Parquet Data timestamp columns INT96 not yet imple

2020-04-16 01:27发布

问题:

Context:

I am able to submit a MapReduce job from druid overlord to an EMR. My Data source is in S3 in Parquet format. I have a timestamp column (INT96) in parquet data which is not supported in Avroschema.

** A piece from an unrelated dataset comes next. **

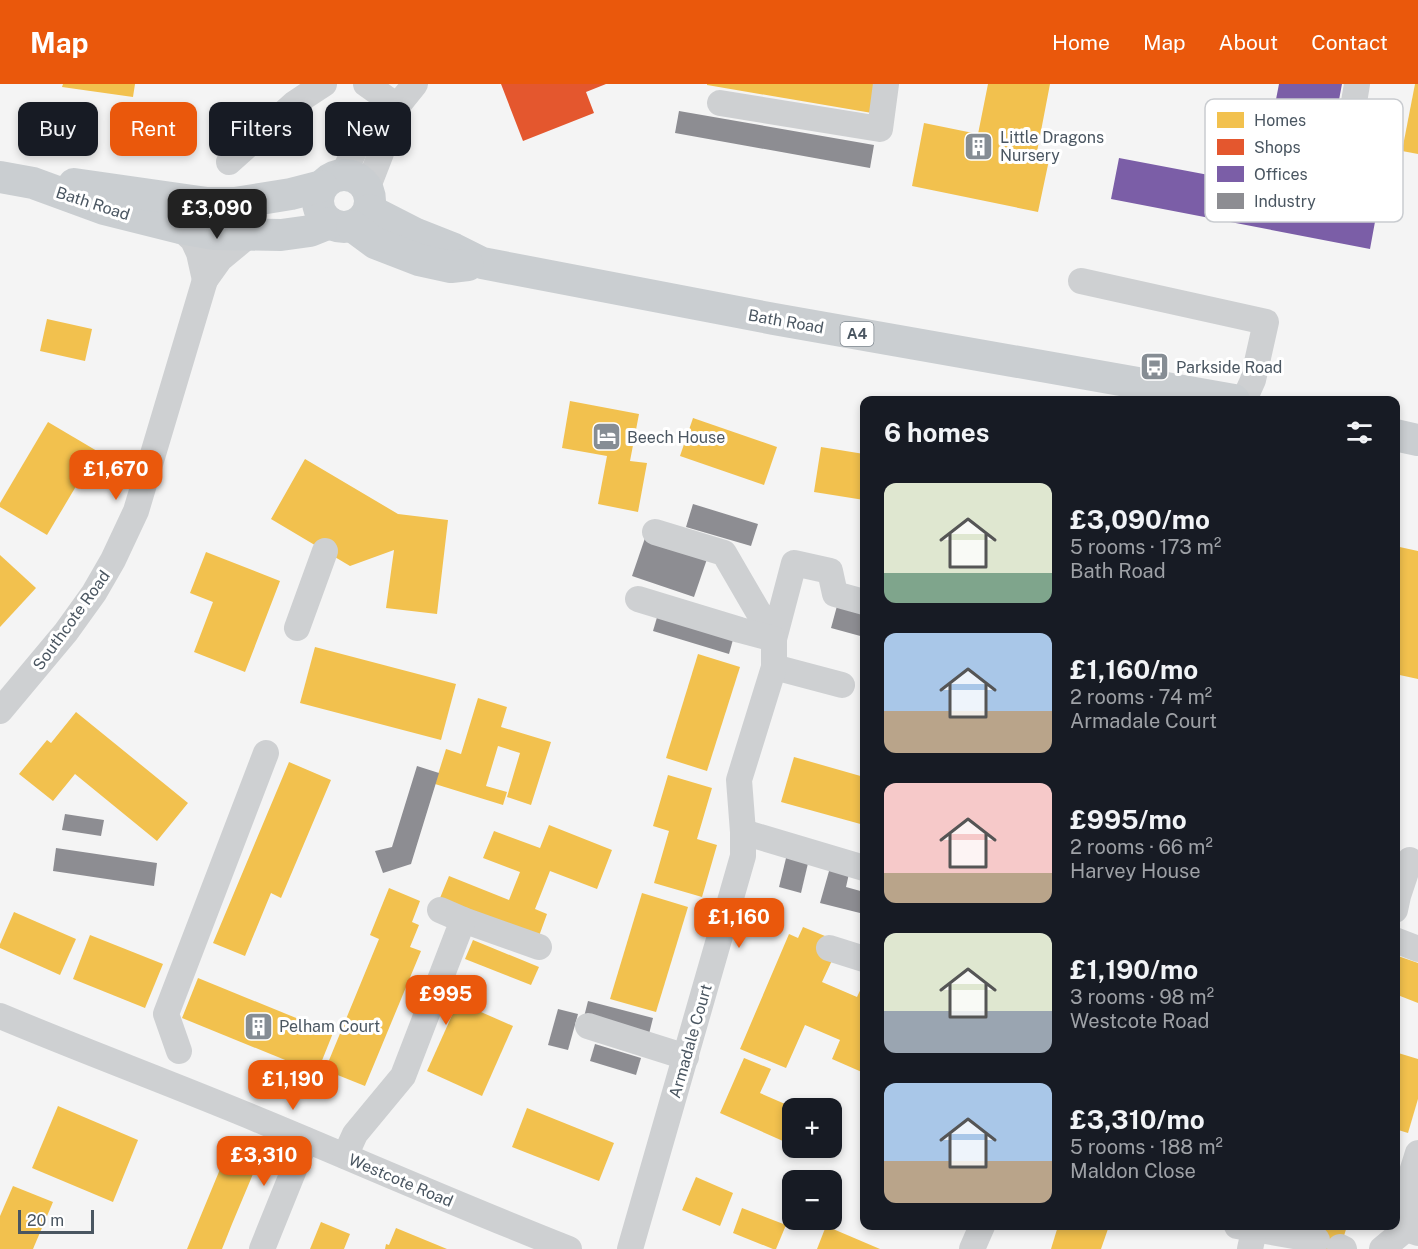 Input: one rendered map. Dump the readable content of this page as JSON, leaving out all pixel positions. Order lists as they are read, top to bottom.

Error is while parsing the timestamp

Issue Stack trace is:

Error: java.lang.IllegalArgumentException: INT96 not yet implemented.
at org.apache.parquet.avro.AvroSchemaConverter$1.convertINT96(AvroSchemaConverter.java:279)
at org.apache.parquet.avro.AvroSchemaConverter$1.convertINT96(AvroSchemaConverter.java:264)
at org.apache.parquet.schema.PrimitiveType$PrimitiveTypeName$7.convert(PrimitiveType.java:223)

Environment:

Druid version: 0.11
EMR version : emr-5.11.0
Hadoop version: Amazon 2.7.3

Druid input json

{
  "type": "index_hadoop",
  "spec": {
    "ioConfig": {
      "type": "hadoop",
      "inputSpec": {
        "type": "static",
        "inputFormat": "io.druid.data.input.parquet.DruidParquetInputFormat",
        "paths": "s3://s3_path"
      }
    },
    "dataSchema": {
      "dataSource": "parquet_test1",
      "granularitySpec": {
        "type": "uniform",
        "segmentGranularity": "DAY",
        "queryGranularity": "ALL",
        "intervals": ["2017-08-01T00:00:00/2017-08-02T00:00:00"]
      },
      "parser": {
        "type": "parquet",
        "parseSpec": {
          "format": "timeAndDims",
          "timestampSpec": {
            "column": "t",
            "format": "yyyy-MM-dd HH:mm:ss:SSS zzz"            
          },
          "dimensionsSpec": {
            "dimensions": [
              "dim1","dim2","dim3"
            ],
            "dimensionExclusions": [],
            "spatialDimensions": []
          }
        }
      },
      "metricsSpec": [{
        "type": "count",
        "name": "count"
      },{
          "type" : "count",
          "name" : "pid",
          "fieldName" : "pid"
        }]
    },
    "tuningConfig": {
      "type": "hadoop",
      "partitionsSpec": {
        "targetPartitionSize": 5000000
      },
      "jobProperties" : {
        "mapreduce.job.user.classpath.first": "true",
        "fs.s3.awsAccessKeyId" : "KEYID",
        "fs.s3.awsSecretAccessKey" : "AccessKey",
        "fs.s3.impl" : "org.apache.hadoop.fs.s3native.NativeS3FileSystem",
        "fs.s3n.awsAccessKeyId" : "KEYID",
        "fs.s3n.awsSecretAccessKey" : "AccessKey",
        "fs.s3n.impl" : "org.apache.hadoop.fs.s3native.NativeS3FileSystem",
        "io.compression.codecs" : "org.apache.hadoop.io.compress.GzipCodec,org.apache.hadoop.io.compress.DefaultCodec,org.apache.hadoop.io.compress.BZip2Codec,org.apache.hadoop.io.compress.SnappyCodec"
      },
      "leaveIntermediate": true
    }
  }, "hadoopDependencyCoordinates": ["org.apache.hadoop:hadoop-client:2.7.3", "org.apache.hadoop:hadoop-aws:2.7.3", "com.hadoop.gplcompression:hadoop-lzo:0.4.20"]
}

Possible solution

 1. Save the data in parquet efficiently instead of transforming in Avro to remove the dependencies.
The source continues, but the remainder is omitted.